- Secretary General: Mahfoudh Ould El Azizi
- Founded: 20 September 1994; 31 years ago
- Ideology: Neo-Ba'athism
- National affiliation: National Front of Mauritania
- International affiliation: Ba'ath Party (Syrian-dominated faction)
- Colors: Black, Red, Green
- Slogan: "Unity, Democracy, Socialism"
- National Assembly: 0 / 176

Party flag

= Socialist Democratic Unionist Party =

The Socialist Democratic Unionist Party (Parti unioniste démocratique et socialiste, PUDS) was an Arab nationalist political party in Mauritania. As of 2013, the party was led by Mahfouz Weld al-Azizi.

==History==
The party was founded on 20 September 1994 by a mixture of Arab nationalists and members of a secret Ba'ath party association in Mauritania.
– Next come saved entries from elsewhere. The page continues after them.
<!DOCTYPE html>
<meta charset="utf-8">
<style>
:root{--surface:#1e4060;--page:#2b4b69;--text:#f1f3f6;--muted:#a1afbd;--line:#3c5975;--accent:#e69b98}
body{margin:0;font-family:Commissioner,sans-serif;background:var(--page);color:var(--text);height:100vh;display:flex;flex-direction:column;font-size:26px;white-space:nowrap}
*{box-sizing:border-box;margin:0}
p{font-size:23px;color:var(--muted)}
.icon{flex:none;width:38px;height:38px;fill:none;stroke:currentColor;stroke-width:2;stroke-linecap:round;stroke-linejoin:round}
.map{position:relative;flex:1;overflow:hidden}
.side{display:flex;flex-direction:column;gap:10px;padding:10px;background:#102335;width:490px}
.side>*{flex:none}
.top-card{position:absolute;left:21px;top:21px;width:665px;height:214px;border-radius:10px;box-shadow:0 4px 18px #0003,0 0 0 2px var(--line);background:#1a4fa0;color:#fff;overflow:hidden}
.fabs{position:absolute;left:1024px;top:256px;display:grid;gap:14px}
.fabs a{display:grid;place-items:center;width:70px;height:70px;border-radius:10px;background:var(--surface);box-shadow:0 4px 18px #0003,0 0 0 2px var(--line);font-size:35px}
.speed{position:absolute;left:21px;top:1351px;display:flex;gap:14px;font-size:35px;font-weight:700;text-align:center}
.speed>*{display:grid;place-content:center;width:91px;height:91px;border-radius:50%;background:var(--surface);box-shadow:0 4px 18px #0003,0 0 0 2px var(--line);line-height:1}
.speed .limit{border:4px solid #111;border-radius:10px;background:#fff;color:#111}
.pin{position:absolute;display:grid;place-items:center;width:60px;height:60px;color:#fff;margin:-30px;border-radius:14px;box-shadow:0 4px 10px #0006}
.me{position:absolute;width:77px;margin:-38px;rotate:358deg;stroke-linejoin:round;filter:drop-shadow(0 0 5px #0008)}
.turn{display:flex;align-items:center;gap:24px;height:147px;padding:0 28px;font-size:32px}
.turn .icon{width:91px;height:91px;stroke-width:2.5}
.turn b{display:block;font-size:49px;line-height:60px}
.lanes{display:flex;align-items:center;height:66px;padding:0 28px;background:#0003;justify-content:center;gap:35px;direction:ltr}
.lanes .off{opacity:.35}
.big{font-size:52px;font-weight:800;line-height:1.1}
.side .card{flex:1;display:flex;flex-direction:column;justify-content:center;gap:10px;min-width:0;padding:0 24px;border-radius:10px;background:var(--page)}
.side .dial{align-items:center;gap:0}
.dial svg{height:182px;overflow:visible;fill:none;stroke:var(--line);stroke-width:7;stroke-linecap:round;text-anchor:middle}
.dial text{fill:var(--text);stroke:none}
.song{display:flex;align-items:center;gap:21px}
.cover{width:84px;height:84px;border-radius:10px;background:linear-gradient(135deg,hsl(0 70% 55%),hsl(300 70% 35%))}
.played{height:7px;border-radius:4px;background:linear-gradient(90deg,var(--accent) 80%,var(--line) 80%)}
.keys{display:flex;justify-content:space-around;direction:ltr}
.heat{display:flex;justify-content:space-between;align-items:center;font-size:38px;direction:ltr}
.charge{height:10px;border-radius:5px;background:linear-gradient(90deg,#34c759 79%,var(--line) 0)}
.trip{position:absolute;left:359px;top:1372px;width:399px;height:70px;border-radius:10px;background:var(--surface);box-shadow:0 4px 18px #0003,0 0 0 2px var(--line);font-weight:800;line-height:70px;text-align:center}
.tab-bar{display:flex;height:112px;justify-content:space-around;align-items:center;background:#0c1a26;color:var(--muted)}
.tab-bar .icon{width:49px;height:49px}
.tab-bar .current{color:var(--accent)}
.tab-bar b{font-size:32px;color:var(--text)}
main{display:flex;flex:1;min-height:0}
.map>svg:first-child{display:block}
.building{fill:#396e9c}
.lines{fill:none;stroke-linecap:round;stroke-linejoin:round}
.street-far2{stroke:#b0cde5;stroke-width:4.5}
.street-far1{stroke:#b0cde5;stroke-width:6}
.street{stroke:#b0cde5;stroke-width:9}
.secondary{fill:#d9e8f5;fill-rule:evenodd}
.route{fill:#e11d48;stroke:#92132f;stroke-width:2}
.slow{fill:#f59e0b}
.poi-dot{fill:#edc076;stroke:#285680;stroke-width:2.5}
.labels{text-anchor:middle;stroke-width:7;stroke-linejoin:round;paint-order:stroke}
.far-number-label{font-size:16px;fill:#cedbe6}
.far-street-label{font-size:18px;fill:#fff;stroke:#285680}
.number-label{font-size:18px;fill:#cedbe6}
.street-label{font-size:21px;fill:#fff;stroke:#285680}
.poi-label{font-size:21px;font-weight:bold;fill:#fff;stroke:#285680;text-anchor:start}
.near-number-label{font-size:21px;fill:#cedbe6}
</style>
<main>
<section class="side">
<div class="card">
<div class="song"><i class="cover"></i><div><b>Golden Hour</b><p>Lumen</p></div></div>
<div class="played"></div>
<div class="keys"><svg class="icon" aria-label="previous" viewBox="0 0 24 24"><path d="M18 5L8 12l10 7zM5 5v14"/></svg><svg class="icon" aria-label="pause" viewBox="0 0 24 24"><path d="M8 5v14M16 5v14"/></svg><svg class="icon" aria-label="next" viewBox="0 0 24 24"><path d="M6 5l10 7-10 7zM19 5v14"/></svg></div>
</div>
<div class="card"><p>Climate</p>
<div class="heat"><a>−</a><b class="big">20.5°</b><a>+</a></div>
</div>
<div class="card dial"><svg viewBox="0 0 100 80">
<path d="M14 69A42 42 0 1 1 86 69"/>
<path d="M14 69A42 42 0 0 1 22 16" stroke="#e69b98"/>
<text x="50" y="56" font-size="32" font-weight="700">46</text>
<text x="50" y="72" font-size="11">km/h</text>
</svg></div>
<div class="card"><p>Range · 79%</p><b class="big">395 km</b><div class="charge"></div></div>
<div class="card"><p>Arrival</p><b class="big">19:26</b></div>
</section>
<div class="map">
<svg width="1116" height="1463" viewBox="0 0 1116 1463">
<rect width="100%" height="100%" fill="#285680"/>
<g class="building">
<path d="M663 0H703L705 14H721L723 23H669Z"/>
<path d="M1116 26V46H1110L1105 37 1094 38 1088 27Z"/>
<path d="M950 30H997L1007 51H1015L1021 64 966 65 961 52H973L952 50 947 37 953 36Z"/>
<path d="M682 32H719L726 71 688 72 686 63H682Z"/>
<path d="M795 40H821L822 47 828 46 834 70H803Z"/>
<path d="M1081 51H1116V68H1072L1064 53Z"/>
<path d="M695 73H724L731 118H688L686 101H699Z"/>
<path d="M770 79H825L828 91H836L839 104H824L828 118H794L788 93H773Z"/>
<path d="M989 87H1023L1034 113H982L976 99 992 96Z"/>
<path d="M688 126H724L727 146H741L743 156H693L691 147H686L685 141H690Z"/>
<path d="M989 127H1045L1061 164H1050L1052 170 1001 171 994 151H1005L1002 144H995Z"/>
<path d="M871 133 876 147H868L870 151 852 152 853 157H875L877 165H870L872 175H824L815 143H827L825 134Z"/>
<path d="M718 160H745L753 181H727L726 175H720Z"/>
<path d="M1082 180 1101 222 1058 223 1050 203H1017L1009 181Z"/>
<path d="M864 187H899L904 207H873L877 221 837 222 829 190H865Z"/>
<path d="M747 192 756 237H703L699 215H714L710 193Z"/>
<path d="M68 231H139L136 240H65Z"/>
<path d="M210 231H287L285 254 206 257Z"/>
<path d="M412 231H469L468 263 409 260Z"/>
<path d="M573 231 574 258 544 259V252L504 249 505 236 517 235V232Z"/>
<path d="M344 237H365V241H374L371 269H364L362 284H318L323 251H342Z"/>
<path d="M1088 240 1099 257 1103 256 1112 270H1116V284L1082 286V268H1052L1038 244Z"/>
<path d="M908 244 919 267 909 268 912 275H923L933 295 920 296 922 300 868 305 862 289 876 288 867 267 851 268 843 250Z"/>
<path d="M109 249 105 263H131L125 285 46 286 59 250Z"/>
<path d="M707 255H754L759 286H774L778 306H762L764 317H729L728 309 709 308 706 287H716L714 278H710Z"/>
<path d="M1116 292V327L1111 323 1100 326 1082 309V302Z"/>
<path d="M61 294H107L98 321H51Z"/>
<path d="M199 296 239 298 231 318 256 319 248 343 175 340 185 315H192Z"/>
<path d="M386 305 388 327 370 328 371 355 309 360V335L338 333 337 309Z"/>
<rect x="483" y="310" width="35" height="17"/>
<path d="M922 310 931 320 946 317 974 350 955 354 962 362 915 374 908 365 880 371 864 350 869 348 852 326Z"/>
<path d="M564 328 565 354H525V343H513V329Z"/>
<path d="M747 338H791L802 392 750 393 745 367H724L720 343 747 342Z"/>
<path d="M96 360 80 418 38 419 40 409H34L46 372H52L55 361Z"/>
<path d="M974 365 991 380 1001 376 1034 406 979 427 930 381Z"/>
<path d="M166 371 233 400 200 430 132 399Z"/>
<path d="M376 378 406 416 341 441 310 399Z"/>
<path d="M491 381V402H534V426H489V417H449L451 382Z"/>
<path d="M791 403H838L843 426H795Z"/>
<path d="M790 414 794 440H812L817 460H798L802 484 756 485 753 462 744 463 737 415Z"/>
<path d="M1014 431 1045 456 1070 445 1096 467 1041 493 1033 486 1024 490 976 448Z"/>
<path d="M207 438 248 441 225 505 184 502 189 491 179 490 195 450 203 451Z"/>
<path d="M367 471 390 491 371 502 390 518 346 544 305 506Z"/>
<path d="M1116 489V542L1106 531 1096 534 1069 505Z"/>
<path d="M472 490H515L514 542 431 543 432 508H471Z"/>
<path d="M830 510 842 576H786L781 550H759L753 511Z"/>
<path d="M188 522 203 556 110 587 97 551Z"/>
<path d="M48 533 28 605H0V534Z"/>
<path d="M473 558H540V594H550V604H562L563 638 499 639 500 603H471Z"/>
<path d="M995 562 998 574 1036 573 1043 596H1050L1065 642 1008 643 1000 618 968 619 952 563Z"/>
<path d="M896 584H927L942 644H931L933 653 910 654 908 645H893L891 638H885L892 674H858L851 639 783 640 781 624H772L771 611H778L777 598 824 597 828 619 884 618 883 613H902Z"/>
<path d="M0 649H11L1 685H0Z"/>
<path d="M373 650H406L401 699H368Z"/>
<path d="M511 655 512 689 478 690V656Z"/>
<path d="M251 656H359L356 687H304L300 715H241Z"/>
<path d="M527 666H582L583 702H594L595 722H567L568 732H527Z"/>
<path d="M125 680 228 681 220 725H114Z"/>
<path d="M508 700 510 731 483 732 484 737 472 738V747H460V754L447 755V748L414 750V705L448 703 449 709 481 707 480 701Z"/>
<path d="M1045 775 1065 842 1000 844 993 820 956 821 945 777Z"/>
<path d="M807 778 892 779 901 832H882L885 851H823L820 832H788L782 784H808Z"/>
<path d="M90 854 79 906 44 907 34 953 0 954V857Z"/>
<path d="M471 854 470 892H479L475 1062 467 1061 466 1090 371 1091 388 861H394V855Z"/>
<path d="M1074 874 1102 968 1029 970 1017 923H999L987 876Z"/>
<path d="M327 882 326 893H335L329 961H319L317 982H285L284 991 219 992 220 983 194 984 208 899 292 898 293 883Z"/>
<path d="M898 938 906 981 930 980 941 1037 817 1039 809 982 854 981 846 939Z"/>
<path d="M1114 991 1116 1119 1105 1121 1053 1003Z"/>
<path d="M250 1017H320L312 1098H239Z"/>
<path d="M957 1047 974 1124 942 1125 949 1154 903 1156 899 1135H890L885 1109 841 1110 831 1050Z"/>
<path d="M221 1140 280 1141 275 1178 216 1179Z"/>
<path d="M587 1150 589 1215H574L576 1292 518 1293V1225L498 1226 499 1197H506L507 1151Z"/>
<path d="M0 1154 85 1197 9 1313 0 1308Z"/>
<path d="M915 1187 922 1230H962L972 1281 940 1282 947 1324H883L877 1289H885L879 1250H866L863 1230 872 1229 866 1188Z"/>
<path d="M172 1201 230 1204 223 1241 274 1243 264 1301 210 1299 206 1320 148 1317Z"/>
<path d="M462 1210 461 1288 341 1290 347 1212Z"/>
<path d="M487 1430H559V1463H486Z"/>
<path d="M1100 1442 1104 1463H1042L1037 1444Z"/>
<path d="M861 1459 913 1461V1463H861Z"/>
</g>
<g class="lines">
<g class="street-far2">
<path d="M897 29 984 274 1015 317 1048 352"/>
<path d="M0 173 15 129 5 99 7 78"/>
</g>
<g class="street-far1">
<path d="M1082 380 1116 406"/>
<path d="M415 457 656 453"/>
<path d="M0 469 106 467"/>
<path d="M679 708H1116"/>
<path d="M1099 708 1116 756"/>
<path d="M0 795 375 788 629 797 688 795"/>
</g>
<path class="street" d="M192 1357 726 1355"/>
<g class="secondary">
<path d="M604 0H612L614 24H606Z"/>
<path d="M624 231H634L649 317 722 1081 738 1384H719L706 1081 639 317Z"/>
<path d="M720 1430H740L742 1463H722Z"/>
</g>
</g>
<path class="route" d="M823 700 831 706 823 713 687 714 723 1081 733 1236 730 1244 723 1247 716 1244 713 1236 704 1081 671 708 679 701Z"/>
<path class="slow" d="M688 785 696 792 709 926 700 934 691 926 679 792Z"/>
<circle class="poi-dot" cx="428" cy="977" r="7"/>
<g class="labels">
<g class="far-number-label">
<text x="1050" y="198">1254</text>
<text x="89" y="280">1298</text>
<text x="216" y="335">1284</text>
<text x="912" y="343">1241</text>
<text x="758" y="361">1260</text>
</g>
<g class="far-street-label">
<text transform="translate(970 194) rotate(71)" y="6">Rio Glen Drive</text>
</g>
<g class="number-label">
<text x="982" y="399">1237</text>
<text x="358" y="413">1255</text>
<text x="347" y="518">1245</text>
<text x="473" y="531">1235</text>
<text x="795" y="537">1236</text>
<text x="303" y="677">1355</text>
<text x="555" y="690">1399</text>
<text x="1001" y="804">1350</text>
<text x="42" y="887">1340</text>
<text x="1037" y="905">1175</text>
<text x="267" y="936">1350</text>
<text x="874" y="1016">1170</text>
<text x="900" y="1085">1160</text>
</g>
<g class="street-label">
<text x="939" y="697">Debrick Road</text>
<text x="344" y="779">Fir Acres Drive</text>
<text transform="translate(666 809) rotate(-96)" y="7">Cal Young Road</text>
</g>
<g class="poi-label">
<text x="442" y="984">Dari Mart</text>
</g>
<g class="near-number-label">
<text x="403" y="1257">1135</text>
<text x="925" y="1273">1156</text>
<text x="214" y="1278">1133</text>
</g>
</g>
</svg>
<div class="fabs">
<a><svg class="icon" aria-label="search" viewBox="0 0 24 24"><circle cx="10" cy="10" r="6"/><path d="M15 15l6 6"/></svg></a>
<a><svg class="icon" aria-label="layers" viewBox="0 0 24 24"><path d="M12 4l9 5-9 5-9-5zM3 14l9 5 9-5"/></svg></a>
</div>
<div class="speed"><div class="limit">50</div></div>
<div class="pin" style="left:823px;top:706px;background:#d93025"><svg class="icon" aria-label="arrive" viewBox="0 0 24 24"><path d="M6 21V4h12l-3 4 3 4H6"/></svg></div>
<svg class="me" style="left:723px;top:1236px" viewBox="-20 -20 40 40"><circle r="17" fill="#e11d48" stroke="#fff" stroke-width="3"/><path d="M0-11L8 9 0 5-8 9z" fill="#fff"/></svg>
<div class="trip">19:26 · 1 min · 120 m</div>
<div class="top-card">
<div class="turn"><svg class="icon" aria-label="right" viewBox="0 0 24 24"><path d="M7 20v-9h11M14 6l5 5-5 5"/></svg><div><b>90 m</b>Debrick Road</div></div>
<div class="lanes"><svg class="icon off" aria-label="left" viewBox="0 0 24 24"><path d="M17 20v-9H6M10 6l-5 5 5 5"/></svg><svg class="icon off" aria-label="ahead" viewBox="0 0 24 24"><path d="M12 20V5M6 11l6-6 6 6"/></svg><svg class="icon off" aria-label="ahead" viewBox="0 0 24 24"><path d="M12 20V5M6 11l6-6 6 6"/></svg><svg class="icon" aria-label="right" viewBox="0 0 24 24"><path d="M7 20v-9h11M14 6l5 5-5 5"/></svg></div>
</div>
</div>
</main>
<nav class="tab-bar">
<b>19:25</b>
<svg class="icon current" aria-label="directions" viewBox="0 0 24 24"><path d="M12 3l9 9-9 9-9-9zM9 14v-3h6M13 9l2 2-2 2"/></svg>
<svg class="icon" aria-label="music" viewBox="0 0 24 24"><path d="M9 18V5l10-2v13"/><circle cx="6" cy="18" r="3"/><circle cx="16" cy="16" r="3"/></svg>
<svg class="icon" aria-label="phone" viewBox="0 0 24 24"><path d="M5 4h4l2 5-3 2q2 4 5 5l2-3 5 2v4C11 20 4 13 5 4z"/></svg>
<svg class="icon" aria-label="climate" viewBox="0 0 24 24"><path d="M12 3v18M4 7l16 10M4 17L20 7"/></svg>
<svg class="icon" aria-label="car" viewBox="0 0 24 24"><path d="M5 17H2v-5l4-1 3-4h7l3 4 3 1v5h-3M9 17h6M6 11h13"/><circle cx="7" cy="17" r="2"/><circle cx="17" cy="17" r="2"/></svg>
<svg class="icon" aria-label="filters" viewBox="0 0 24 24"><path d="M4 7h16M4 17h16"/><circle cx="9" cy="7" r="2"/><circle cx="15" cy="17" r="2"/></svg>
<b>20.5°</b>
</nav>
The party's name was inspired by the slogan of the Ba'ath party: "Unity, Liberty, Socialism," because Mauritanian electoral law prevents a party's from sharing the name of non-Mauritanian parties. The party's first conference, held in Nouakchott on 11 July 2010, was attended by Abdullah al-Ahmar, the Assistant Secretary General of the National Command of the Arab Socialist Ba'ath Party.

The party won a seat in the 19 November and 3 December 2006 elections. In the most recent elections in 2018, the party received only 0.31% of the vote.

==Ideology==
The party has strongly supported the Syrian government throughout the Syrian Civil War, and was a member of the National Front of Mauritania, an association of other Mauritanian parties supportive of the Syrian government. The other parties in the Front include the Socialist Party, the Popular Front movement, the Welfare Party, the Social Democratic Party, and the Reform Party.

The party slogan is "Unity, Democracy, Socialism."